> [Assignment]: Only lines that contain the word "picture" belong in the answer; copy them from the records below.

> [Information supplied]:
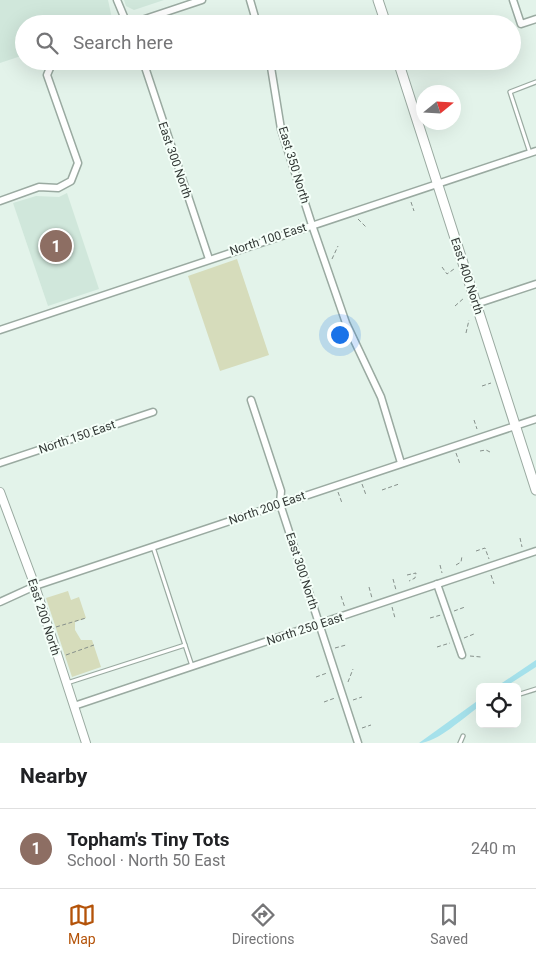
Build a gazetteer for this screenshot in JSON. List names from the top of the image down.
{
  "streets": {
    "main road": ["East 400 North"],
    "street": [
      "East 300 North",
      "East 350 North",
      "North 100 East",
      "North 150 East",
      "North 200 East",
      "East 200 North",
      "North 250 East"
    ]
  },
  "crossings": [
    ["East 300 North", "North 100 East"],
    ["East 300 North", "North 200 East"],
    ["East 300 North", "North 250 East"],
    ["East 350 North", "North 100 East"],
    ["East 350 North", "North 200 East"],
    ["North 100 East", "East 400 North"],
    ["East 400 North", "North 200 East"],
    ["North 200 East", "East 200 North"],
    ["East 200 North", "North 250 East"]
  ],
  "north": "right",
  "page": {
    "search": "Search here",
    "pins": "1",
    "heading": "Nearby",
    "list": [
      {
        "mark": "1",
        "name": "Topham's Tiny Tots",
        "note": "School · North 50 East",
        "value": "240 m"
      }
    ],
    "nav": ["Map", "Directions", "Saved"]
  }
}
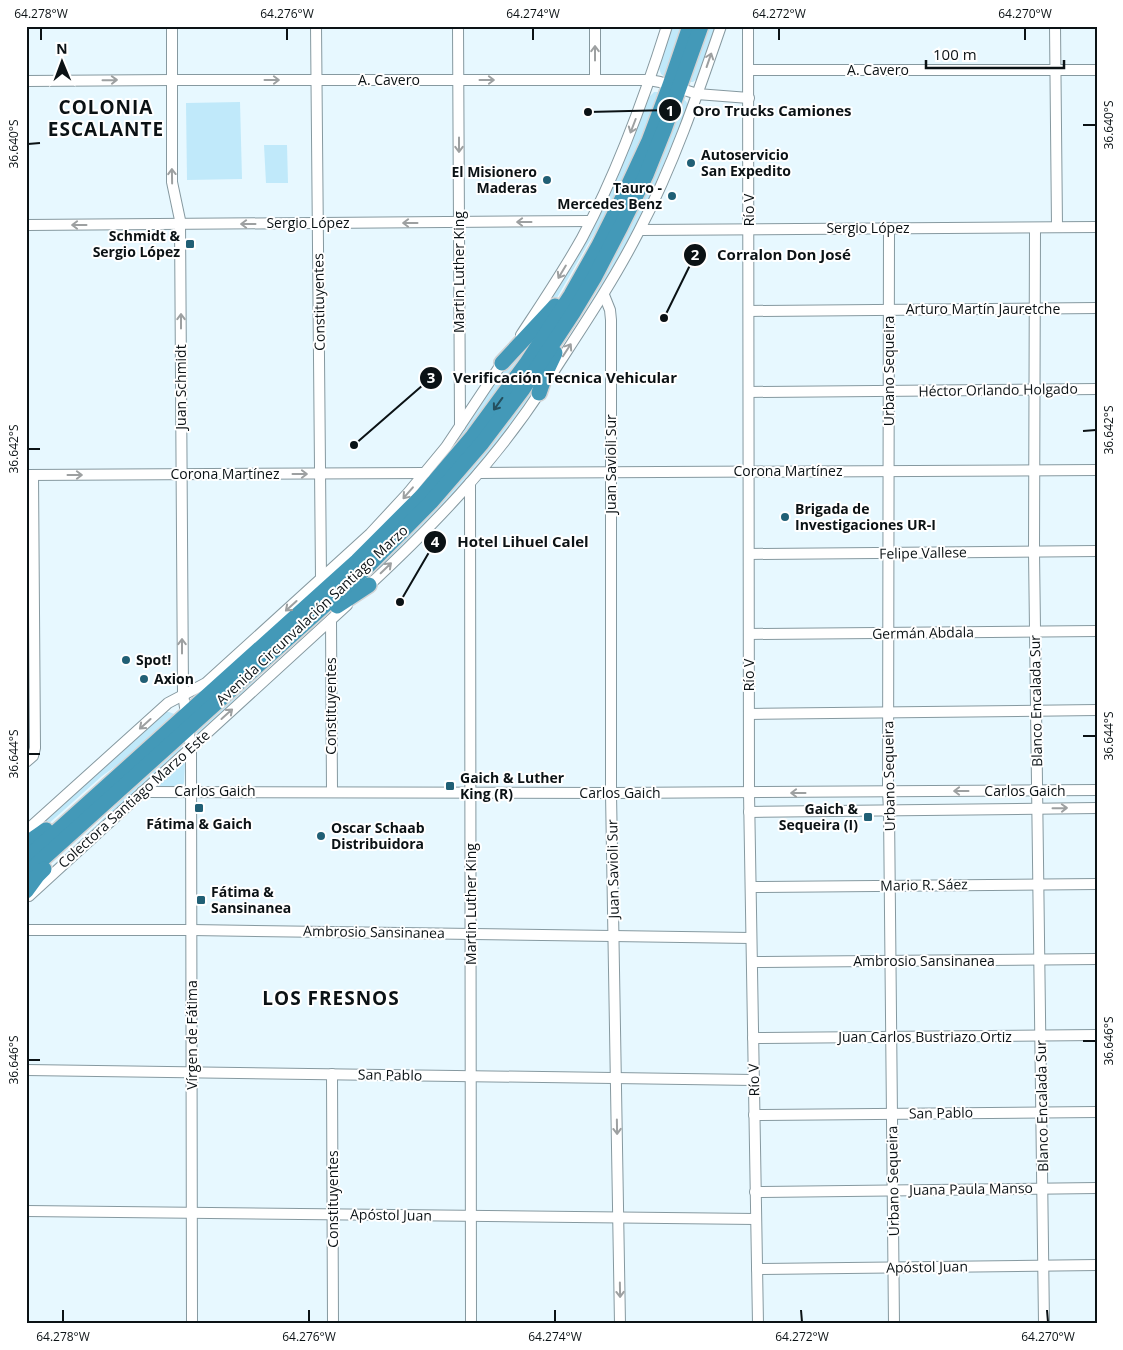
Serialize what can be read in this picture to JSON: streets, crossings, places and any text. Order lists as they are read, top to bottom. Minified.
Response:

---

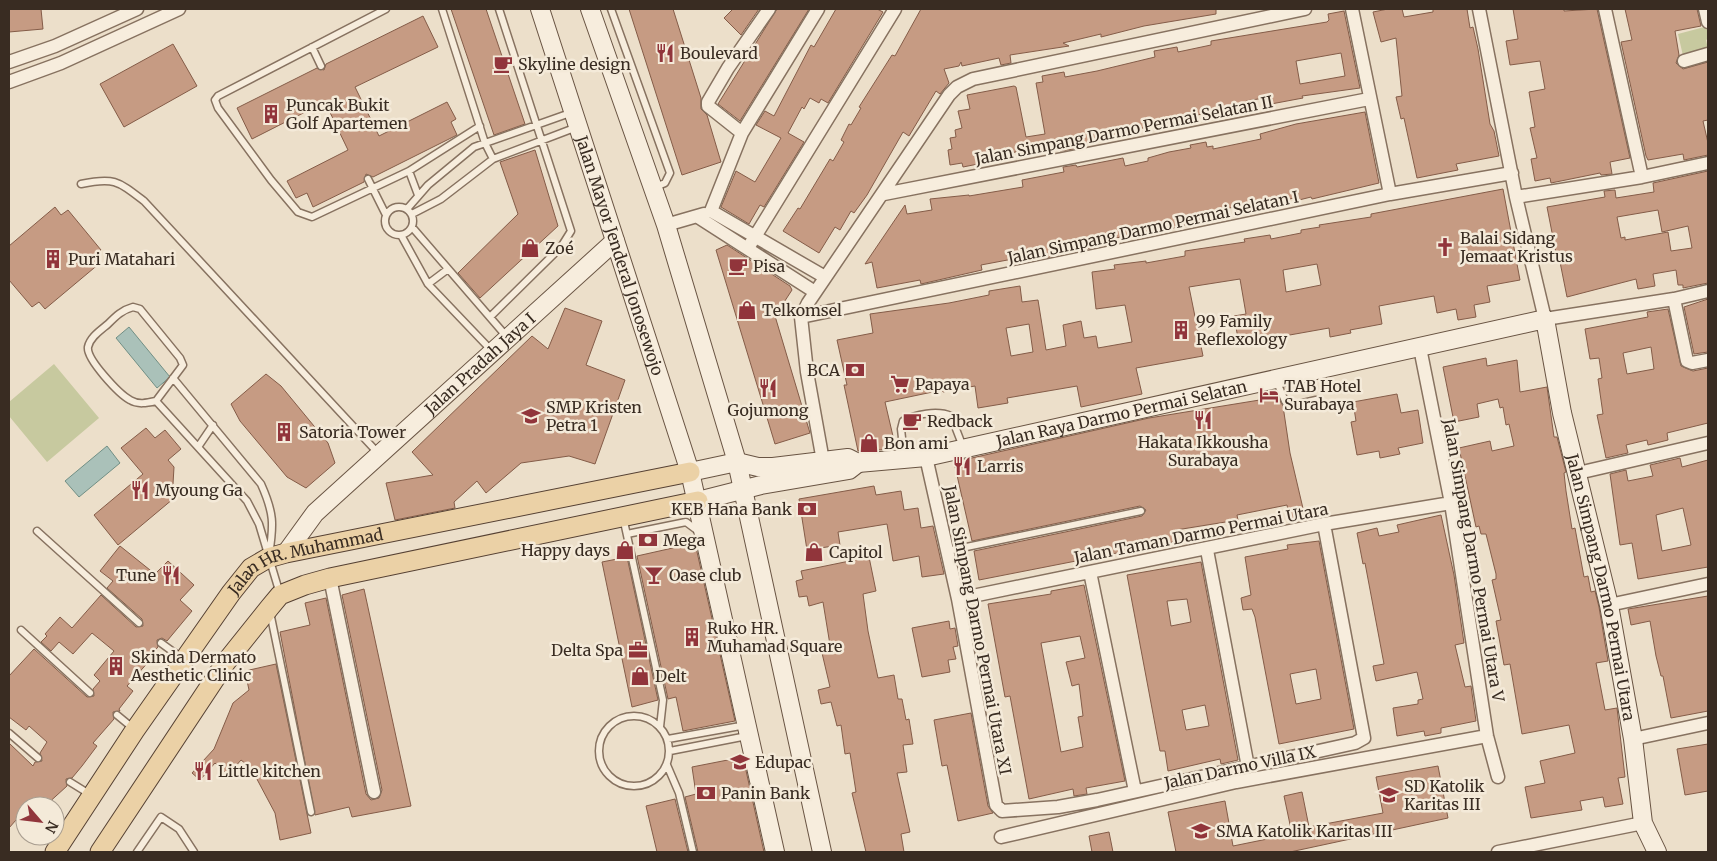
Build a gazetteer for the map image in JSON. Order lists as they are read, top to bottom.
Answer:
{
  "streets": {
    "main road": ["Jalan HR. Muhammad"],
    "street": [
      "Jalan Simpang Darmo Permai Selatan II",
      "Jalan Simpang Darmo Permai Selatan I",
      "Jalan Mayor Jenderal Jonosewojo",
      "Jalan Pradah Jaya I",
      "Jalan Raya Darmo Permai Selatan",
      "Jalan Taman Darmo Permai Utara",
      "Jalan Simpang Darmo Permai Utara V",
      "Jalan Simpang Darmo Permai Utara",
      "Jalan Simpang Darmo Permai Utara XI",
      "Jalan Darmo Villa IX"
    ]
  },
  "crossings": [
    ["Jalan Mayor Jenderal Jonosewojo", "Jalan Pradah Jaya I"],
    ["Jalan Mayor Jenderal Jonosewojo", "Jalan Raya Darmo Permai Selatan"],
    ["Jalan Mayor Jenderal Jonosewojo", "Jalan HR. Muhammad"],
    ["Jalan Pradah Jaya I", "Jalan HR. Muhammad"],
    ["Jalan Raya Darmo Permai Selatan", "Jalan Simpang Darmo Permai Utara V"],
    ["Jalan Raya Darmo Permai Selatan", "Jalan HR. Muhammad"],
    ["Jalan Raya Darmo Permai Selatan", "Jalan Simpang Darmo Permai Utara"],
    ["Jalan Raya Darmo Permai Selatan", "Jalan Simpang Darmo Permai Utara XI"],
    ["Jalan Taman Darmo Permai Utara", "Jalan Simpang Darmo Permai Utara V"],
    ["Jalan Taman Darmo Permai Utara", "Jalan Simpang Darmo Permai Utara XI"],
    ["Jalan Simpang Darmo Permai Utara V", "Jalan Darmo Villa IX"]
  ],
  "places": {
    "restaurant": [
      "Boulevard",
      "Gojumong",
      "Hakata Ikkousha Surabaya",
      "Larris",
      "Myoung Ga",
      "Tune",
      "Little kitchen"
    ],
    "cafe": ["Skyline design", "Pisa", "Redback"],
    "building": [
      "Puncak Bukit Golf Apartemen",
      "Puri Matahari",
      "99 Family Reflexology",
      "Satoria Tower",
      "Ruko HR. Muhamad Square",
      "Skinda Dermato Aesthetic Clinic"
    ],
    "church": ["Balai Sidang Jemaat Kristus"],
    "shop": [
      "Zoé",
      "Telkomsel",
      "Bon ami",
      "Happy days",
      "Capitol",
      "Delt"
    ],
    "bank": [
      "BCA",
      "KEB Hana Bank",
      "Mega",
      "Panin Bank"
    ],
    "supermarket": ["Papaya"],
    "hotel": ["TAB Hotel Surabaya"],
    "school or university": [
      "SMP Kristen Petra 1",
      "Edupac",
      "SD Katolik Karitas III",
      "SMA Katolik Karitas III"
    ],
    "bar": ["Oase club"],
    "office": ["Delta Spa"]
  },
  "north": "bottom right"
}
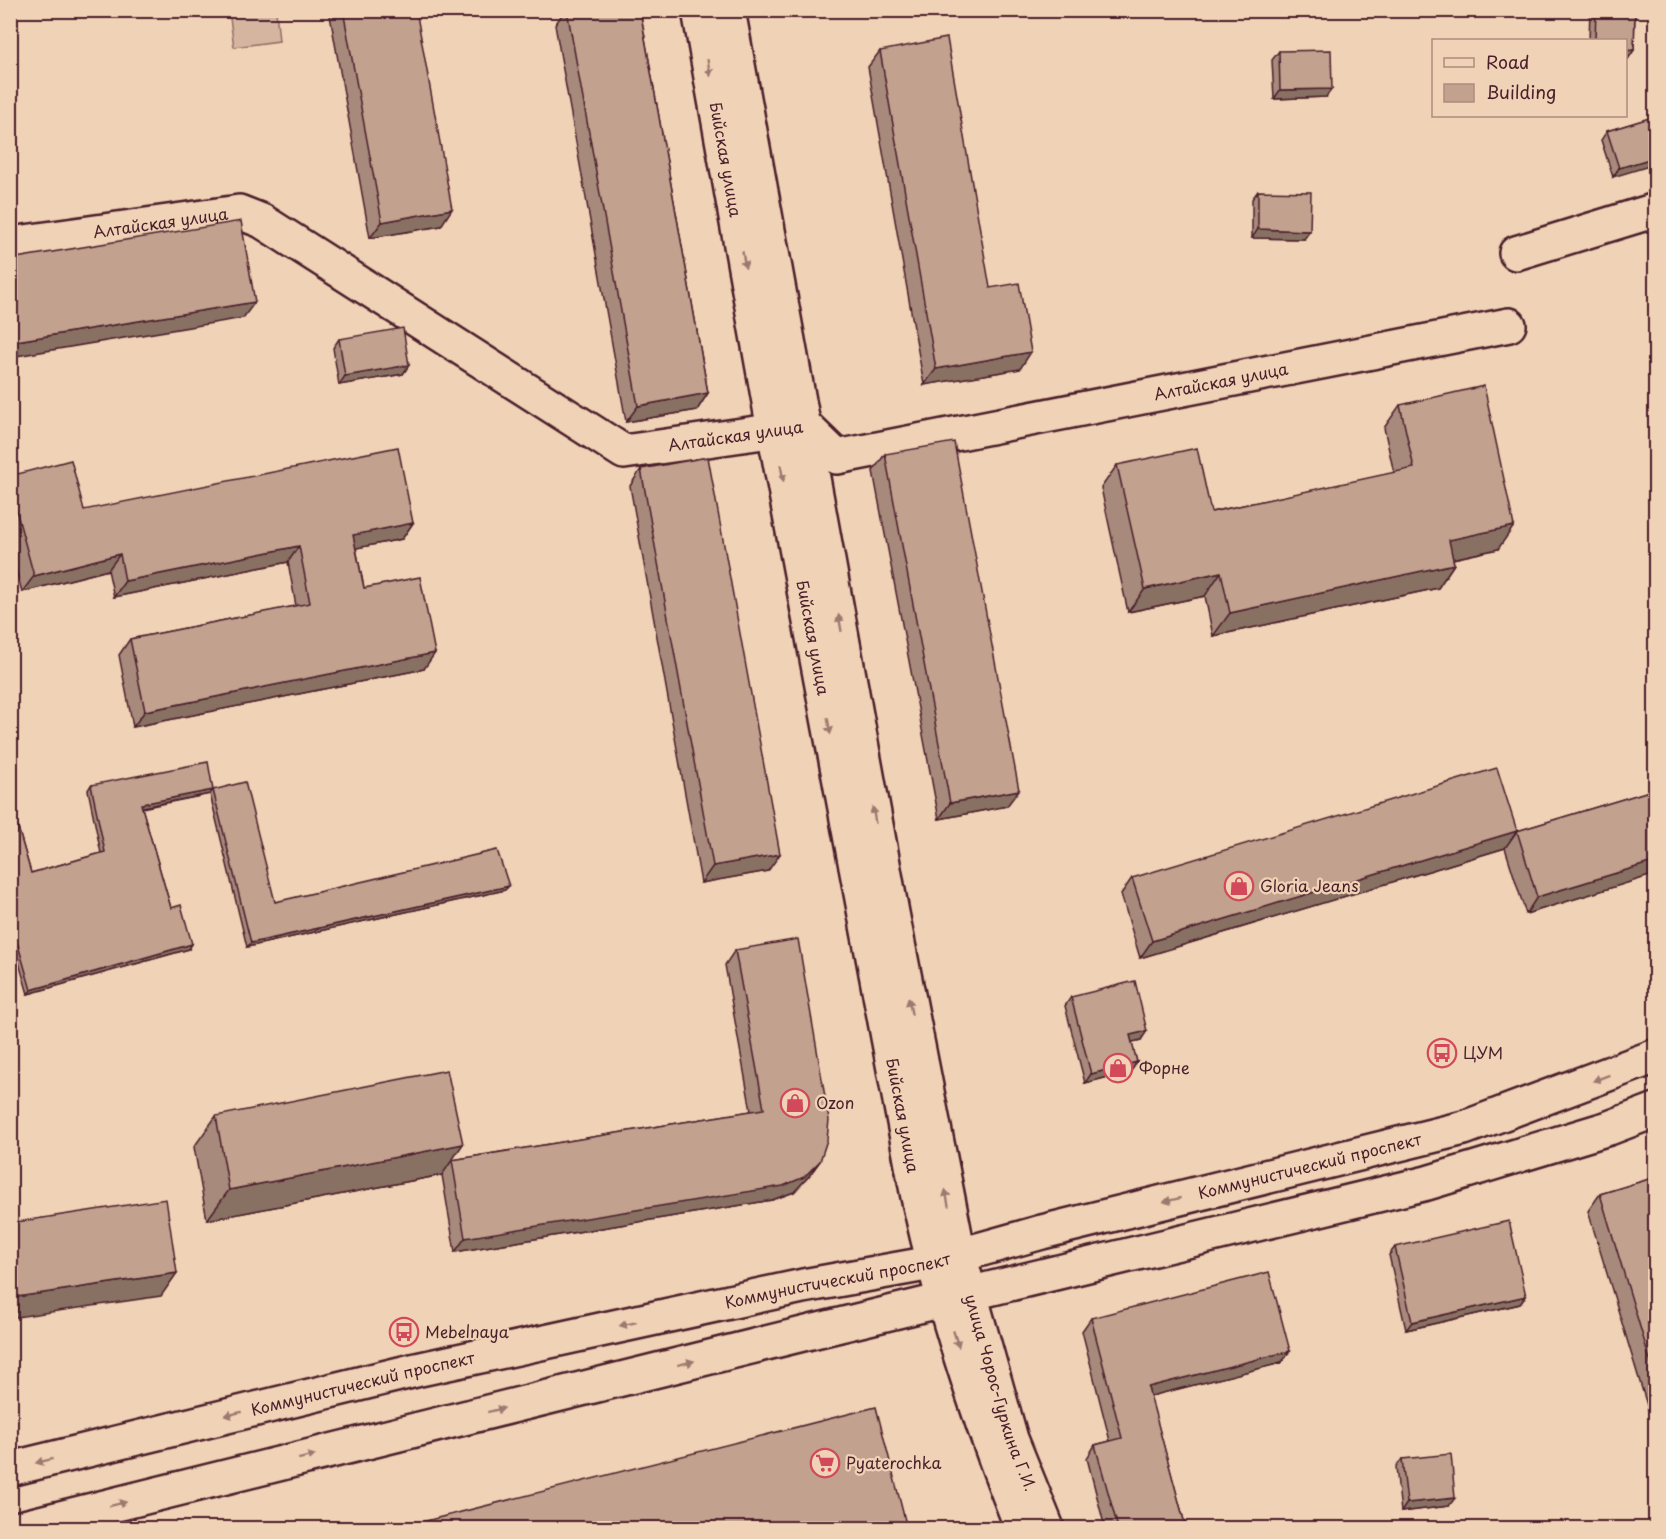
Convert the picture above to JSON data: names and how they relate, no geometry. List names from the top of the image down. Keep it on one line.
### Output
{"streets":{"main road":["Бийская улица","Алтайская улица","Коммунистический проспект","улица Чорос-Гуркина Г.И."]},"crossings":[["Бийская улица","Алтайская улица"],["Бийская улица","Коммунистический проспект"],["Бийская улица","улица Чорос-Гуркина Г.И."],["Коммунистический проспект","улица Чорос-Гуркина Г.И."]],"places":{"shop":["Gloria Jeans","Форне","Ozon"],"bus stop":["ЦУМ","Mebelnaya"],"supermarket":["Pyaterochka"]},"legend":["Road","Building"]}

---

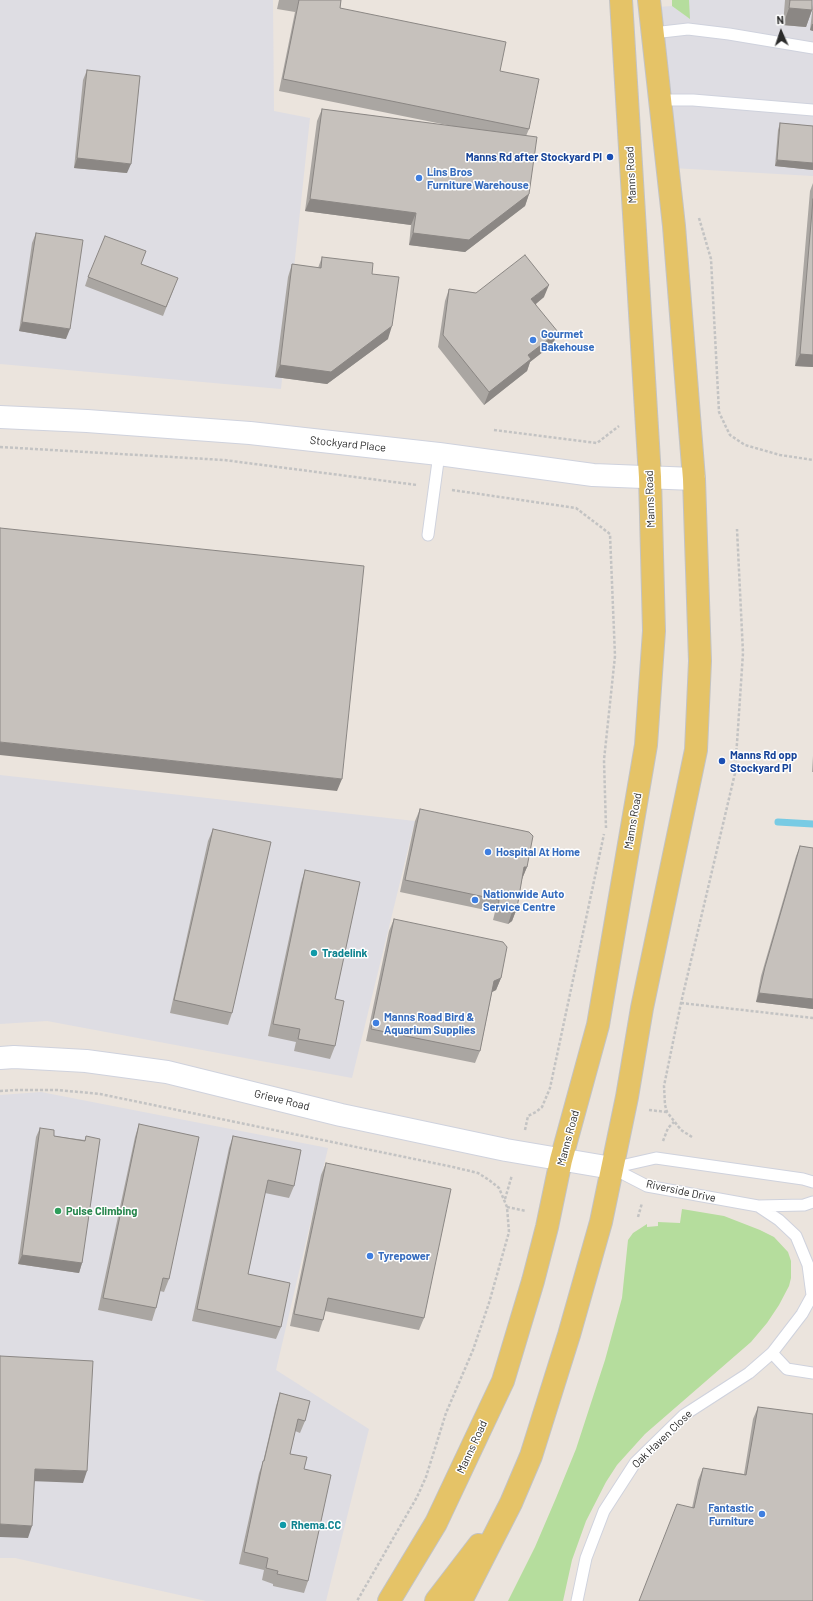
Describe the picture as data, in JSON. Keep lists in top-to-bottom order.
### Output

> [Task answer]:
Serialize what can be read in this picture to JSON: streets, crossings, places and any text. Order lists as they are read, top to bottom. Minified.
Convert the picture above to JSON data: names and how they relate, no geometry. List names from the top of the image down. Keep it on one line.
Describe the picture as data, in JSON. Keep lists in top-to-bottom order.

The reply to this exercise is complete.